Here, the job is to give back every entry below unchanged, omitting pictures.

════════════════

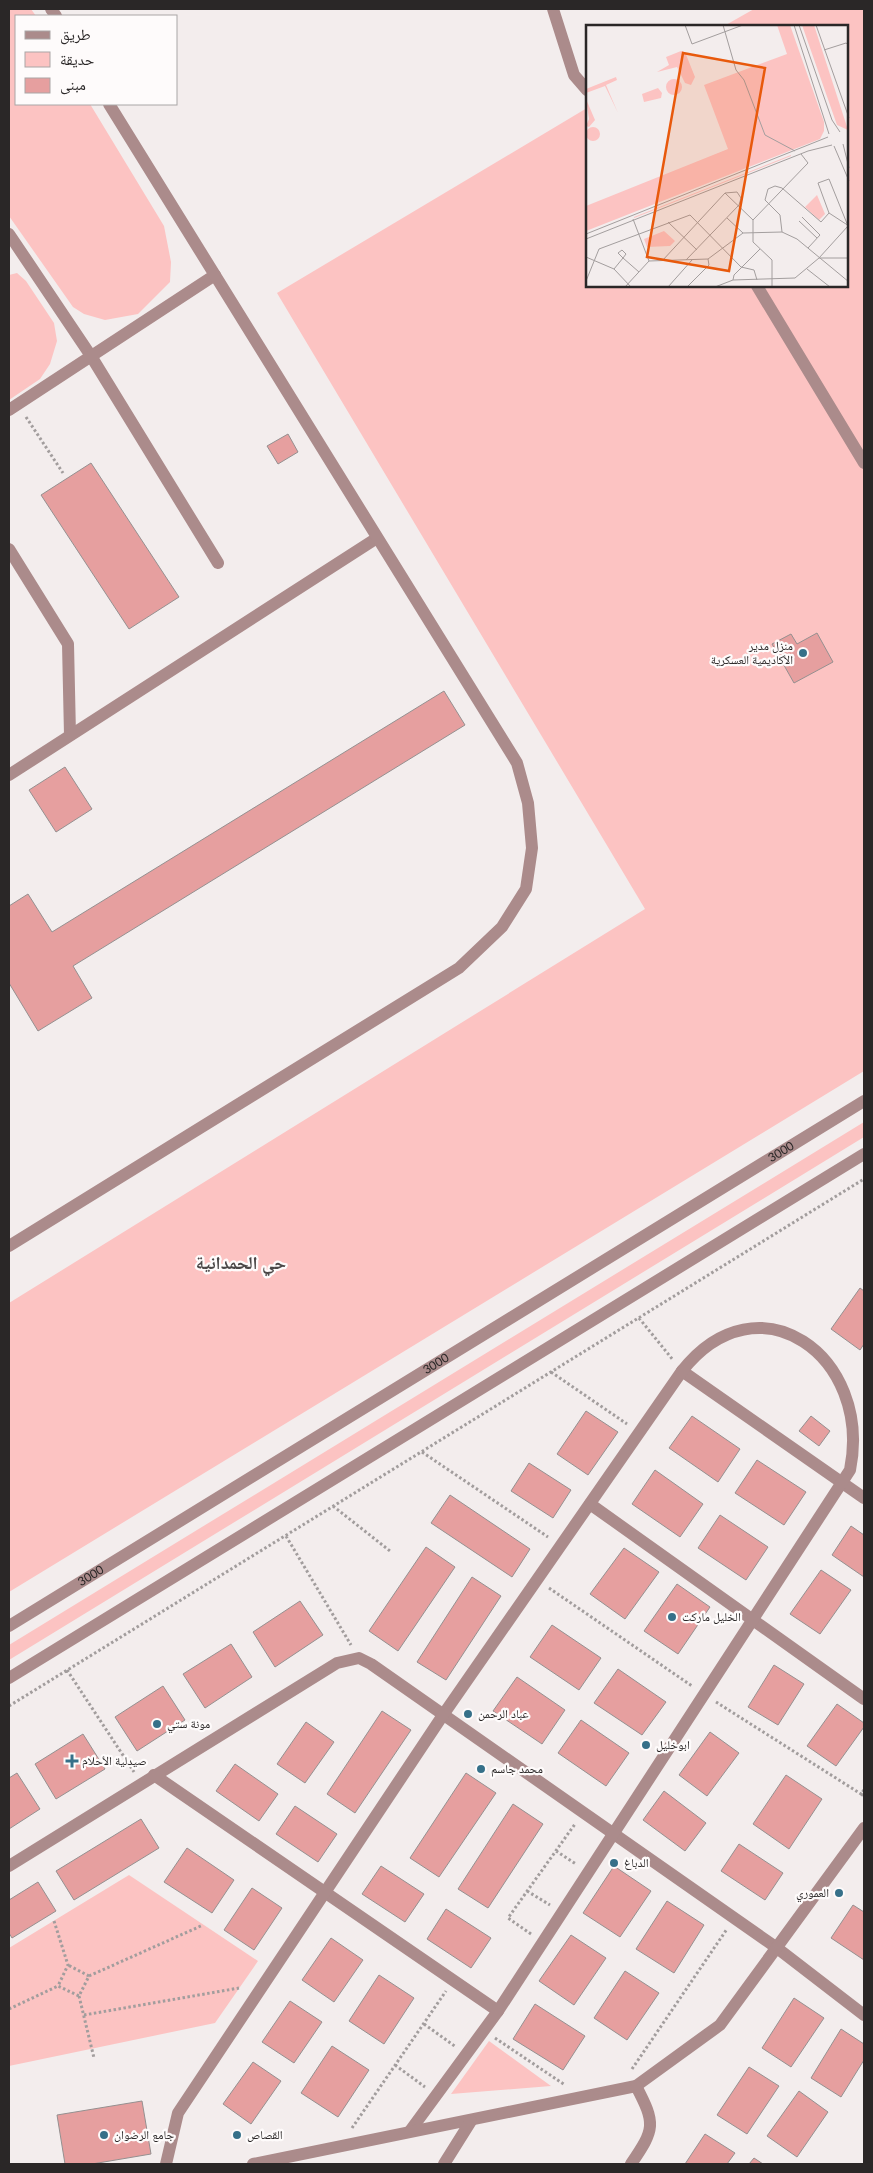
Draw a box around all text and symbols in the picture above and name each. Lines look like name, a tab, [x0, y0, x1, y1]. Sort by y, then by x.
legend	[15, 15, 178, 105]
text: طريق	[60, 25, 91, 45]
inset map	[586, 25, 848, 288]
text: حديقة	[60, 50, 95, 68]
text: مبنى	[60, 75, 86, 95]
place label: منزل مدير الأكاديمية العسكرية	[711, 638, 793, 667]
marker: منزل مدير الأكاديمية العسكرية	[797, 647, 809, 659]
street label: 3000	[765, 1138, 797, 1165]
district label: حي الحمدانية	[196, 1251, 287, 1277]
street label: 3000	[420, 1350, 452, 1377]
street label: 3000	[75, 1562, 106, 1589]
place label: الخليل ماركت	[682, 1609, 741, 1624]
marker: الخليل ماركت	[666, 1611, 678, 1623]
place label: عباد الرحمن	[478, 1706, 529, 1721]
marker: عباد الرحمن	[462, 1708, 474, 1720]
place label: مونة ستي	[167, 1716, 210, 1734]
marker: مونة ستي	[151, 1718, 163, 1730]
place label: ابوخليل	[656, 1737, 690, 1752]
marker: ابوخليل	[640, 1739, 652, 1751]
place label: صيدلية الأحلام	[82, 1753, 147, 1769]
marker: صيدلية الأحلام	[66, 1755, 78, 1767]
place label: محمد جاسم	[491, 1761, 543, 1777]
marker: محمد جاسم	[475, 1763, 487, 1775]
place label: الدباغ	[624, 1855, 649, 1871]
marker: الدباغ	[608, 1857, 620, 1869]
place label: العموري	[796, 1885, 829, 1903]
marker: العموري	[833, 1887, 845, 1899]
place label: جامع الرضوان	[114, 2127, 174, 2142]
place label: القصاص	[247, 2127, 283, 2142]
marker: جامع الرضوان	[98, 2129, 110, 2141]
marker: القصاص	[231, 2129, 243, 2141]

════════════════

→ **Output of the task**:
Draw a box around all text and symbols in the picture above and name each. Lines look like name, a tab, [x0, y0, x1, y1]. Sort by y, then by x.
legend	[15, 15, 178, 105]
text: طريق	[60, 25, 91, 45]
inset map	[586, 25, 848, 288]
text: حديقة	[60, 50, 95, 68]
text: مبنى	[60, 75, 86, 95]
place label: منزل مدير الأكاديمية العسكرية	[711, 638, 793, 667]
marker: منزل مدير الأكاديمية العسكرية	[797, 647, 809, 659]
street label: 3000	[765, 1138, 797, 1165]
district label: حي الحمدانية	[196, 1251, 287, 1277]
street label: 3000	[420, 1350, 452, 1377]
street label: 3000	[75, 1562, 106, 1589]
place label: الخليل ماركت	[682, 1609, 741, 1624]
marker: الخليل ماركت	[666, 1611, 678, 1623]
place label: عباد الرحمن	[478, 1706, 529, 1721]
marker: عباد الرحمن	[462, 1708, 474, 1720]
place label: مونة ستي	[167, 1716, 210, 1734]
marker: مونة ستي	[151, 1718, 163, 1730]
place label: ابوخليل	[656, 1737, 690, 1752]
marker: ابوخليل	[640, 1739, 652, 1751]
place label: صيدلية الأحلام	[82, 1753, 147, 1769]
marker: صيدلية الأحلام	[66, 1755, 78, 1767]
place label: محمد جاسم	[491, 1761, 543, 1777]
marker: محمد جاسم	[475, 1763, 487, 1775]
place label: الدباغ	[624, 1855, 649, 1871]
marker: الدباغ	[608, 1857, 620, 1869]
place label: العموري	[796, 1885, 829, 1903]
marker: العموري	[833, 1887, 845, 1899]
place label: جامع الرضوان	[114, 2127, 174, 2142]
place label: القصاص	[247, 2127, 283, 2142]
marker: جامع الرضوان	[98, 2129, 110, 2141]
marker: القصاص	[231, 2129, 243, 2141]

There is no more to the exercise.